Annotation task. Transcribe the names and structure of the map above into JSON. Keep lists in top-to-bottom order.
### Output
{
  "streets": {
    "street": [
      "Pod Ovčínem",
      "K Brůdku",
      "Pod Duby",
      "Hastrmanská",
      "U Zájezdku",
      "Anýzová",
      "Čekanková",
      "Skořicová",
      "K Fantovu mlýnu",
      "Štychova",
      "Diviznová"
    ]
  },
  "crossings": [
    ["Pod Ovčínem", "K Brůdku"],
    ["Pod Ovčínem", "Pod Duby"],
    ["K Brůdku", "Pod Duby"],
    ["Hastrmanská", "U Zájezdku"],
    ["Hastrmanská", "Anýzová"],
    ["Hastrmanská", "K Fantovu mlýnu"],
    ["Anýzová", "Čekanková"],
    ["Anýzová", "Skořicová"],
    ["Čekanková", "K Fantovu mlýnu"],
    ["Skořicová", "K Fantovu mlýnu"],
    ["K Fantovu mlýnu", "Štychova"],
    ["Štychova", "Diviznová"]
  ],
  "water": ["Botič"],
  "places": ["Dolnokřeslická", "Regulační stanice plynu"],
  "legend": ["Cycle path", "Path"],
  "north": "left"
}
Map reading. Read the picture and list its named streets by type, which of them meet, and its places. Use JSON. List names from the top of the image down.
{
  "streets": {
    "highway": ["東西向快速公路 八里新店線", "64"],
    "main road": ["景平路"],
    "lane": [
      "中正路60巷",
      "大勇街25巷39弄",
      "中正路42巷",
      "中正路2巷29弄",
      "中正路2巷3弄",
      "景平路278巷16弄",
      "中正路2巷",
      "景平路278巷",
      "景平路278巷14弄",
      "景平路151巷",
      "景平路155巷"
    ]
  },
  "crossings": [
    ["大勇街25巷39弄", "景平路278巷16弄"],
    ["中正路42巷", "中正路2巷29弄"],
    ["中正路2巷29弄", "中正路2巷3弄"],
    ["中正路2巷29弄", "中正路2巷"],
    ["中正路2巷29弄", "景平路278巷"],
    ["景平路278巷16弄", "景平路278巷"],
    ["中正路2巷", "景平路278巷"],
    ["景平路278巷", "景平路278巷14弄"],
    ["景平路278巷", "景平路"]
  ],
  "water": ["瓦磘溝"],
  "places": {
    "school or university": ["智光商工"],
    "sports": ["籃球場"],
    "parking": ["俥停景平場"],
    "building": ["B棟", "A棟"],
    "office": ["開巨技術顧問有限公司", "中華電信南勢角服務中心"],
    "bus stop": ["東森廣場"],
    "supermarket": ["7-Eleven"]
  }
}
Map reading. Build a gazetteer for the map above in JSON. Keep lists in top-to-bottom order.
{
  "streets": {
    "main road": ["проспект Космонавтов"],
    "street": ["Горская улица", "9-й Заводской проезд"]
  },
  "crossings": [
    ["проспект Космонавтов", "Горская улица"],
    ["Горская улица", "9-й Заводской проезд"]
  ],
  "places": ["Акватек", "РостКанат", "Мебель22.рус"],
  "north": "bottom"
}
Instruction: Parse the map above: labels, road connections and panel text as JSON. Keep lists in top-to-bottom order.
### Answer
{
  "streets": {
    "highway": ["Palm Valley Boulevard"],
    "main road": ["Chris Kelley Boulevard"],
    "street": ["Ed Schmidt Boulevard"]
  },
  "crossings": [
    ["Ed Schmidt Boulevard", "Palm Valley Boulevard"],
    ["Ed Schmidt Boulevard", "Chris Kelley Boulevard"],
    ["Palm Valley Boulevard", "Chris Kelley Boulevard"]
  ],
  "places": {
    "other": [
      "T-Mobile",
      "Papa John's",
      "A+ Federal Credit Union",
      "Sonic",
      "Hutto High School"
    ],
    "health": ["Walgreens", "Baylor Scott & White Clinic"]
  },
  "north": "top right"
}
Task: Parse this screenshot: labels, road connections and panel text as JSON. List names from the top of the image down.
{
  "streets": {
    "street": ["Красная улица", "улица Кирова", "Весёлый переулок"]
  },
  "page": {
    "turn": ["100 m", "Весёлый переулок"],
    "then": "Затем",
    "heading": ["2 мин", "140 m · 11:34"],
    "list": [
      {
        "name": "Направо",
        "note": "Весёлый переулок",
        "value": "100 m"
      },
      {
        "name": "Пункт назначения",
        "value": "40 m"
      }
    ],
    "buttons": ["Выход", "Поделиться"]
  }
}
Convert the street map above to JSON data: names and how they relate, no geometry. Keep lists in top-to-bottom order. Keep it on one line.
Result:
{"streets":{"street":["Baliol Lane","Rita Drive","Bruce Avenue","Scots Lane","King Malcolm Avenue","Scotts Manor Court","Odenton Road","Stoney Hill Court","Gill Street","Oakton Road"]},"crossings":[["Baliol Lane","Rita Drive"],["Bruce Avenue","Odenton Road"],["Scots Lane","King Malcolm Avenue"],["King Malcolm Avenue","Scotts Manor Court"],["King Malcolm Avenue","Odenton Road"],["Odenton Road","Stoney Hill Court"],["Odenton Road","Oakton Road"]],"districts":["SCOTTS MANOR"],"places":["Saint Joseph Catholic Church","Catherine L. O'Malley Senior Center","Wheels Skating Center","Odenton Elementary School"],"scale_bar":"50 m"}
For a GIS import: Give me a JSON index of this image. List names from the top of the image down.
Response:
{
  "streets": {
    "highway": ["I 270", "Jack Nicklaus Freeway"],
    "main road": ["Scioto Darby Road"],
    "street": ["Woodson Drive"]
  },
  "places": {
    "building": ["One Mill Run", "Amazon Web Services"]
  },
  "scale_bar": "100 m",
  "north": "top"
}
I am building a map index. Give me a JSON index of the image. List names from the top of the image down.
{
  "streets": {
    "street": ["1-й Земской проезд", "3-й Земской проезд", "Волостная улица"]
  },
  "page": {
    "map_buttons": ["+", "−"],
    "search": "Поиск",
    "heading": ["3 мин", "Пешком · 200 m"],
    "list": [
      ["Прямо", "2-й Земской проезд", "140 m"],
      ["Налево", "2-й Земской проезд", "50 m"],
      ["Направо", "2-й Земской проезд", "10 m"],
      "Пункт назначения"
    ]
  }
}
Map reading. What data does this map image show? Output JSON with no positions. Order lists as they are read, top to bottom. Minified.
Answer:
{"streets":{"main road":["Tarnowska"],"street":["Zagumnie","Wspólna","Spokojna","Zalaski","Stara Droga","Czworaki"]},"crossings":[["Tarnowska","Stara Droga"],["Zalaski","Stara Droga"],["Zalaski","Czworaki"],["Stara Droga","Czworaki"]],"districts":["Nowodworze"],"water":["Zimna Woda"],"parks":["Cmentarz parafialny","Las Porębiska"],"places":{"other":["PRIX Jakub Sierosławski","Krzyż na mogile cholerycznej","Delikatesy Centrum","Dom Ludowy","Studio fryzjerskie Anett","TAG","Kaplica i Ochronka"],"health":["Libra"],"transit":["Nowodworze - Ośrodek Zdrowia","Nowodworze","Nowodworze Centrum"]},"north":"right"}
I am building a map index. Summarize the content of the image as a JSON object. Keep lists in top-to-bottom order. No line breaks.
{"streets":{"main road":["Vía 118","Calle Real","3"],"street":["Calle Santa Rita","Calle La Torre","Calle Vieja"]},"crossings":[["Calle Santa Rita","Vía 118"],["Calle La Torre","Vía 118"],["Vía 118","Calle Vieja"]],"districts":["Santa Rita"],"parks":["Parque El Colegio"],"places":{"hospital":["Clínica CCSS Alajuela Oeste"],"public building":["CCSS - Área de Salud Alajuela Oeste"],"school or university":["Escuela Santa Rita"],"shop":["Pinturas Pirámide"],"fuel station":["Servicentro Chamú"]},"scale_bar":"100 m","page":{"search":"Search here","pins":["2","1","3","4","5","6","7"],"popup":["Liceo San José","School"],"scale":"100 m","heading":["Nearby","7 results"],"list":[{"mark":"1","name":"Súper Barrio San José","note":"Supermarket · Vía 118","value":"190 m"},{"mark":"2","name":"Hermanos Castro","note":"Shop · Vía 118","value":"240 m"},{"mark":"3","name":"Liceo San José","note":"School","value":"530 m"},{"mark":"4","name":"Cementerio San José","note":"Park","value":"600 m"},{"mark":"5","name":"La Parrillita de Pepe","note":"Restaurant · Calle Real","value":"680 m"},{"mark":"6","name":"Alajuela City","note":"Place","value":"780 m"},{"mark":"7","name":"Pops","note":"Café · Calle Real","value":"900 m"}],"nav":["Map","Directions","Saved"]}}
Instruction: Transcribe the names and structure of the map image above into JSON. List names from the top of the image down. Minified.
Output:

▸ **TASK DETAILS**:
Find the lines in the data that include "they", then copy each of them.

▸ **EXPECTED OUTPUT**:
Convert the street map above to JSON data: names and how they relate, no geometry. Keep lists in top-to-bottom order. Keep it on one line.
Map reading. What data does this map image show? Output JSON with no positions. Order lists as they are read, top to bottom. Minified.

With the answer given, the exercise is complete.